Tendría ya Bocasebo unos cuarenta años de edad, pero a Plinio le parecía mucho más joven, por el corte de cuerpo y el aire de sus pasos, aunque de medio dormido. No cabía duda que iba calle de la Feria adelante. Plinio lo siguió desde lejos, pues no era fácil que se le perdiera, porque todo estaba solitario. Siempre tan prudente, prefirió no seguirlo por la misma acera, y se cruzó dándole vuelta a la plaza, sin perderlo de vista, a la acera de correos y sin despegarse de la pared, pues tenía la sensación de que Bocasebo, el pecoso, andaba no muy seguro de saber hacia dónde iba, aunque no a su casa, porque todos los Bocasebos vivieron siempre en la Carrera de San Jerónimo (de Tomelloso, se entiende).

Plinio tanto quería no ser notado, que a pesar de las ganas de refumar, no encendió.
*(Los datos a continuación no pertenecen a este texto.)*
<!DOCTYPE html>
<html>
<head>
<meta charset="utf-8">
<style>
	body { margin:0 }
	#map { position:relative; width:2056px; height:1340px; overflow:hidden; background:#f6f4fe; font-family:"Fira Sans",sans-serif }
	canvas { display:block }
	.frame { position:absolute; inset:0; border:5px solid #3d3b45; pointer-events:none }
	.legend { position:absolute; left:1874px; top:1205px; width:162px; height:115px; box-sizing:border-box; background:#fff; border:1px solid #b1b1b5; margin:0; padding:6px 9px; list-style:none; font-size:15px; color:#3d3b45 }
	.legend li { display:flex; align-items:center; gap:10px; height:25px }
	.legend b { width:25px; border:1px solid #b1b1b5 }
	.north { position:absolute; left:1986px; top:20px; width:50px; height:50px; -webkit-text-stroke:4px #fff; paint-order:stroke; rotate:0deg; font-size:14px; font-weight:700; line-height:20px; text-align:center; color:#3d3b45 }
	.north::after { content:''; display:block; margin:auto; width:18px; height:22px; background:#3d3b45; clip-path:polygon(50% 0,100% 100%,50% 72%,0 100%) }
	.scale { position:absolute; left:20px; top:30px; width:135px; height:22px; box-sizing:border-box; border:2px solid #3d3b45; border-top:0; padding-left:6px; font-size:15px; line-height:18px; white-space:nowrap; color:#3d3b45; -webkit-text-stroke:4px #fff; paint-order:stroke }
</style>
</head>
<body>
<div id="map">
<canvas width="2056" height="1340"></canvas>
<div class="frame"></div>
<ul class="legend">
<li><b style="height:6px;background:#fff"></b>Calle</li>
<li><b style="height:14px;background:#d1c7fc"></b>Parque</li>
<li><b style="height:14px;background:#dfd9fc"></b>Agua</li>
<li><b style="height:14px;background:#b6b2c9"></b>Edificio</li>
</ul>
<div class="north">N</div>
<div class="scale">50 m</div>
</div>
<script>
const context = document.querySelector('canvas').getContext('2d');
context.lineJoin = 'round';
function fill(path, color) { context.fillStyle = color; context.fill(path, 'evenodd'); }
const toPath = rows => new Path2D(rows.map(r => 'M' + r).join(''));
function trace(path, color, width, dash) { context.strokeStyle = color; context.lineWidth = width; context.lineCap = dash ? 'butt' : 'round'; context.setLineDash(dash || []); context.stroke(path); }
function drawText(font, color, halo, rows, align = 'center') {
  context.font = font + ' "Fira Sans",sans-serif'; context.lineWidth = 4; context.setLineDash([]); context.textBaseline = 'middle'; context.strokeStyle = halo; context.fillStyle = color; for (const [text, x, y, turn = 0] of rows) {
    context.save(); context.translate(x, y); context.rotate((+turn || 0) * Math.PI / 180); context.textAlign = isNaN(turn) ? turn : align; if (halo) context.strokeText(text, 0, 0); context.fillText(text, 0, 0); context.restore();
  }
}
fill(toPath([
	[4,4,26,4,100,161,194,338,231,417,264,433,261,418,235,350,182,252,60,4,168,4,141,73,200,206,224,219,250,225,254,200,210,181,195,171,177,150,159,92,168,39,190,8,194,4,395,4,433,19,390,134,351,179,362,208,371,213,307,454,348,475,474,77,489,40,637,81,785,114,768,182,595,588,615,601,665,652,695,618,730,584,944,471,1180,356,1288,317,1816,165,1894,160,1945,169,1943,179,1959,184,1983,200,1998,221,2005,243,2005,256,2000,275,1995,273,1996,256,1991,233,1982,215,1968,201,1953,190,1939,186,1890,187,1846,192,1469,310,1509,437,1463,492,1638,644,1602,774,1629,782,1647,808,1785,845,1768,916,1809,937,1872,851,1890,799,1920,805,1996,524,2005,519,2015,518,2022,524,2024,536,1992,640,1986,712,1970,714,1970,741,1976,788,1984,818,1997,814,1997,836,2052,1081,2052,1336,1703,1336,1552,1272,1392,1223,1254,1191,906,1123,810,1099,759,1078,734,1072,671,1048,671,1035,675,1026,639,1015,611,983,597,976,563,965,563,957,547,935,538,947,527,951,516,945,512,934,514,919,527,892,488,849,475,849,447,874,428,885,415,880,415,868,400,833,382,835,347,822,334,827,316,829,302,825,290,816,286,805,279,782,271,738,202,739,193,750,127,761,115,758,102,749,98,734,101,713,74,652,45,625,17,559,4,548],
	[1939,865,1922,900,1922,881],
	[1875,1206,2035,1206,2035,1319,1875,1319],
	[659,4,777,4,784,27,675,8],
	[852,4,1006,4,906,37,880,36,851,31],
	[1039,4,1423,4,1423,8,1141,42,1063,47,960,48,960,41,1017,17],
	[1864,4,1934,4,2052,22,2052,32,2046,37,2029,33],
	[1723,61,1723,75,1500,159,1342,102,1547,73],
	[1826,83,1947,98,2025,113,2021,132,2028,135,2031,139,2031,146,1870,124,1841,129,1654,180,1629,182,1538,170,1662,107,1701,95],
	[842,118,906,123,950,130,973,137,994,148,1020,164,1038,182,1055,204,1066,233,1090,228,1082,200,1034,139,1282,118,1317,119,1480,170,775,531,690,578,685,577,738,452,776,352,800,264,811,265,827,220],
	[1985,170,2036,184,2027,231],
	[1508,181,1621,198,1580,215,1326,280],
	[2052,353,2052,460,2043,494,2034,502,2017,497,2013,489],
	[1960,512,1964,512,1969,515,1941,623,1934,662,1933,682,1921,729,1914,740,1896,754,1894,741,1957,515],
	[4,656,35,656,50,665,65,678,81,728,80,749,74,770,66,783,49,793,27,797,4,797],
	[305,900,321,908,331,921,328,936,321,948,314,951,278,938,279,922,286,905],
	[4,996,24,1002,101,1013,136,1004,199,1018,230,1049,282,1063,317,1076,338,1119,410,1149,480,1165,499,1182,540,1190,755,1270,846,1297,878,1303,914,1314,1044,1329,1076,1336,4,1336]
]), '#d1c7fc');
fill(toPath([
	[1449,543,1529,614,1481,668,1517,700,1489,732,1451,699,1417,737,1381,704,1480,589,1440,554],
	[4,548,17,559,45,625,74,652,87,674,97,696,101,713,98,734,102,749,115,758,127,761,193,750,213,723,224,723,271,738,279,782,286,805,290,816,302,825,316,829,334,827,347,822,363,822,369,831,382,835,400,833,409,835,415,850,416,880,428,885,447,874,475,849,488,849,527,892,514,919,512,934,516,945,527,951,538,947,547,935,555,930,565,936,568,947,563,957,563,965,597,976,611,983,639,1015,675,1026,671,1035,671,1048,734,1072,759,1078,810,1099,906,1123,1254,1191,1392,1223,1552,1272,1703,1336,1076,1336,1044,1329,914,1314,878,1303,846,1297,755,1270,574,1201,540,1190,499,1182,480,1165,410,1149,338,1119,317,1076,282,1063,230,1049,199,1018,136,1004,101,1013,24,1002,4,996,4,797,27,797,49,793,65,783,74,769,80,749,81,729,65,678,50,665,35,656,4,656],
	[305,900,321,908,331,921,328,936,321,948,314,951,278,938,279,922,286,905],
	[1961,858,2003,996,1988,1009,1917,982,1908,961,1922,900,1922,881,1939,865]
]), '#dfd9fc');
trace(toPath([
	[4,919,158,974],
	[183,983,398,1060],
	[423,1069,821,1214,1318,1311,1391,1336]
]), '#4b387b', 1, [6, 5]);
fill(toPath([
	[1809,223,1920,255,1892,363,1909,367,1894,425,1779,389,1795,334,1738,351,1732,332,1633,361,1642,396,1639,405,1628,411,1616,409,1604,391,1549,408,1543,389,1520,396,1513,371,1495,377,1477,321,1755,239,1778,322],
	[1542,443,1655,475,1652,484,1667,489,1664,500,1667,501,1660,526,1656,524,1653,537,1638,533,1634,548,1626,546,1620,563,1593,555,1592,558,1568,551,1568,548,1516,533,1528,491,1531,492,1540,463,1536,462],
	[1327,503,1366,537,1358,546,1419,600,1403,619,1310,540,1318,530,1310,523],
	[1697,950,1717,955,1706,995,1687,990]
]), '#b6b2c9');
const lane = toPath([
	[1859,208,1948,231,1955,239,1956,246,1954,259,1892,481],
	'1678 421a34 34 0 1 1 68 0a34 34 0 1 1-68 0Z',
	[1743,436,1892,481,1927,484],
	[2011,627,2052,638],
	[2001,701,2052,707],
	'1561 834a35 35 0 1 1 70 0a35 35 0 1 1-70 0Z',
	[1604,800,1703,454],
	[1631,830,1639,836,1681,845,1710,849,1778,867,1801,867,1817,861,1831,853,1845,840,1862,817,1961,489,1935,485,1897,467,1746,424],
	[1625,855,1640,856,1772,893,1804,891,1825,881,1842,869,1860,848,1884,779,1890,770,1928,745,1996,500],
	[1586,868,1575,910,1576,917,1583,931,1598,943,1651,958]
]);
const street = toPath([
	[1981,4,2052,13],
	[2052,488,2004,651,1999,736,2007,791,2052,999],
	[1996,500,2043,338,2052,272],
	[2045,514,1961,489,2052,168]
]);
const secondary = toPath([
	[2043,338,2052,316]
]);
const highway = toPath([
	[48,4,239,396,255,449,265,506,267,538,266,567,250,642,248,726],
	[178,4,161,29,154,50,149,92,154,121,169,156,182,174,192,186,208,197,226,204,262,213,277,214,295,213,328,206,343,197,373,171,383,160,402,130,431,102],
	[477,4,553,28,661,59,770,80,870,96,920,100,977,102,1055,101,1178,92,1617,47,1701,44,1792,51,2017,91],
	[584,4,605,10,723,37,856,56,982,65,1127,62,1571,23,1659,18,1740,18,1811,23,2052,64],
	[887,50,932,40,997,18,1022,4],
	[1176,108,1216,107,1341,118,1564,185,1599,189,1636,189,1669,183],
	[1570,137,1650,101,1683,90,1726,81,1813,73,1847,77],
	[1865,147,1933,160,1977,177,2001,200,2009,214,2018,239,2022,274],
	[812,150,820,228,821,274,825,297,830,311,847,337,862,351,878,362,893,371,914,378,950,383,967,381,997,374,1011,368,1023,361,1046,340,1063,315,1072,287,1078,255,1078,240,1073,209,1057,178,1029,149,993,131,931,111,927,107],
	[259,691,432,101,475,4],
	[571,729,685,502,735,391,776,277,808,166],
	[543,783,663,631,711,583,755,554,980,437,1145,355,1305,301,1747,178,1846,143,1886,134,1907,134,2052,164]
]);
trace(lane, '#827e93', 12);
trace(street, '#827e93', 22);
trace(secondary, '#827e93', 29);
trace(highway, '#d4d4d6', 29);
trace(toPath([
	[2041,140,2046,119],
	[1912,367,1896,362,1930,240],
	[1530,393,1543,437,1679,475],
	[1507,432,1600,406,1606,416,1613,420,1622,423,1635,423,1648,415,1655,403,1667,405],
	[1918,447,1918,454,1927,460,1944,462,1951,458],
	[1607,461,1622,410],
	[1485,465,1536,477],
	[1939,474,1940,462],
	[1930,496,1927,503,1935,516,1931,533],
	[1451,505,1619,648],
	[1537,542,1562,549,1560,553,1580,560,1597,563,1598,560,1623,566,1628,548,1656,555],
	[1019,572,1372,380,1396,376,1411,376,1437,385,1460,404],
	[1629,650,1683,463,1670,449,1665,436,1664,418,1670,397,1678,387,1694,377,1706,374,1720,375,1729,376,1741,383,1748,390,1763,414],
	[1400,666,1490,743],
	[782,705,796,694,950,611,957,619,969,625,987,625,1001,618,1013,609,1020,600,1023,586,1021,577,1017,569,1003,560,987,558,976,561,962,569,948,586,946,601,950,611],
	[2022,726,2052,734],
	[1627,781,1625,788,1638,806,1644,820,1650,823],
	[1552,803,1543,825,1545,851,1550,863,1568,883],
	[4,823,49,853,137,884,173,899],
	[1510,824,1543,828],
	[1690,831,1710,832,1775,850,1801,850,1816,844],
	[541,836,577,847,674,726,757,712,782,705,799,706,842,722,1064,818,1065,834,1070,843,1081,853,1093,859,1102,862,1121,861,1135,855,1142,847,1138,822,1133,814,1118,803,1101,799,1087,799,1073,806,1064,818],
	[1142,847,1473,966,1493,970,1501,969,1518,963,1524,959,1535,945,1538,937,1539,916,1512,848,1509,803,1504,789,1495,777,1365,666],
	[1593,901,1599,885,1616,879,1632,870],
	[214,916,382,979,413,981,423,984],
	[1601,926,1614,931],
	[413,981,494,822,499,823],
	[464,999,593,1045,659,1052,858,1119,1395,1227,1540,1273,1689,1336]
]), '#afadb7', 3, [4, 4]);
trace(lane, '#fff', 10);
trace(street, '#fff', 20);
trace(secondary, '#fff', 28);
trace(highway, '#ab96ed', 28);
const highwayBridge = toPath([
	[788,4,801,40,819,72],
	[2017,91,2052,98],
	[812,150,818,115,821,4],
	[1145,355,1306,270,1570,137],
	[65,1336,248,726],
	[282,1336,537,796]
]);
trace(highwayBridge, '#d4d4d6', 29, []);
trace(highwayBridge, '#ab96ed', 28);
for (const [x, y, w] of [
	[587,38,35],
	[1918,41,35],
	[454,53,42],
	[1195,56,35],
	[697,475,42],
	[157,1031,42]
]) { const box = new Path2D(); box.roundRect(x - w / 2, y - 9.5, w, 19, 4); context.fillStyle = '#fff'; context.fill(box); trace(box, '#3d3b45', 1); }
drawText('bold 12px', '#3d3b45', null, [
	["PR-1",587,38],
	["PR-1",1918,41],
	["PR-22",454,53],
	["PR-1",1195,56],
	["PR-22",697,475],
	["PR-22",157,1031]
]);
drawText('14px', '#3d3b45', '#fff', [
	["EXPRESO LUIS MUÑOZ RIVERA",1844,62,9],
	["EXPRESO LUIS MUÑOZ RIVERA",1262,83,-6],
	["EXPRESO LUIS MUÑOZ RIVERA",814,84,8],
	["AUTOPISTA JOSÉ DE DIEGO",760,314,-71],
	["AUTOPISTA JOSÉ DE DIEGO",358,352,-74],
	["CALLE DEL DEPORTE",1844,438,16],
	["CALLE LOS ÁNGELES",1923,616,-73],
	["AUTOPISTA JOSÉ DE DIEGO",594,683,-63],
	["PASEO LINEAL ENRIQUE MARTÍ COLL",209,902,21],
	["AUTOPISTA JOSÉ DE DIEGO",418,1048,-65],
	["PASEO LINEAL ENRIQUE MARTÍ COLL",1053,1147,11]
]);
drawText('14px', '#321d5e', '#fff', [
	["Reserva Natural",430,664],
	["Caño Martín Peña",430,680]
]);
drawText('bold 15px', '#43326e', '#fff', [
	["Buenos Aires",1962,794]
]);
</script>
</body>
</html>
Además se quitó la gorra de plato y se la pegó con ambas manos en la riñonera para ofrecer menos su perfil, si al pecoso le daba por torcer el cuello.

Todavía le faltaba a Plinio un buen trecho para llegar a casa de Castillo, cuando vio que su seguido se cruzaba de acera, justo al llegar frente a la calle Mayor. Al verlo sintió un pálpito muy grande y tanto miedo de ser visto.que se pegó a la pared cuanto pudo. Bocasebo , de pronto, como despabilado, había acelerado el paso. De modo que hasta que el dormido o medio dormido quedó en palillo de sombra, Plinio avanzaba con pasos de pisapunto y sin arrastrar los pies…

«Este va a la colonia de las ingles, tan fijo como hay gargueros», se dijo el guardia.

Ya por el final de la calle Mayor, las luces quedaban muy separadas.

«… Mal sitio. Por aquí, como me descuide, se lo traga la tiniebla.» Aceleró el paso. Ya en la parte misma de la gitanería, la oscuridad era piconera. Menos mal que en seguida, en las casas prohibidas, tan relimpias y renuevas, sí que había una luz sobre cada puerta, para que el que llegase cachondo pudiese apuntar bien con los ojos, no equivocarse y dejarse el ansia en el Canal del Príncipe.

Durante unos segundos Bocasebo se lo tragaron del todo las sombras de las casas gitanas, pero pronto reapareció tan telendo, con menos aire de dormitado, y empezó a desfilar ante las puertas de las casas, como si supiera muy bien a la que iba. Y así pasó ante las puertas de la Toledo, de la Olga, de las Pichelas , de la Leónides, de la Mari Paz, hasta que se clavó delante de una de las últimas, la de la Mora y, levantando el brazo con mucha cansinería, como si otra vez estuviera adormiscado -Plinio se fijó muy bien-, apretó el botón del timbre.

Amañanar, lo que se dice amañanar, no, pero el cielo empezaba a empavonarse un poco. Se veían los bultos más cerca y con más perfiles.

Las putimozas que no estuvieran de dormida con el macho de la noche, y sintiendo los pelos de los muslos en las nalgas, estarían dormidas de verdad por su cuenta y el culo más frío, porque el del cuello pecoso, después de esperar dos buenos ratos, tuvo que timbrear por vez tercera y tan sostenida que el repique del timbre, aunque encerrado, y bastante lejos, lo oyó Plinio.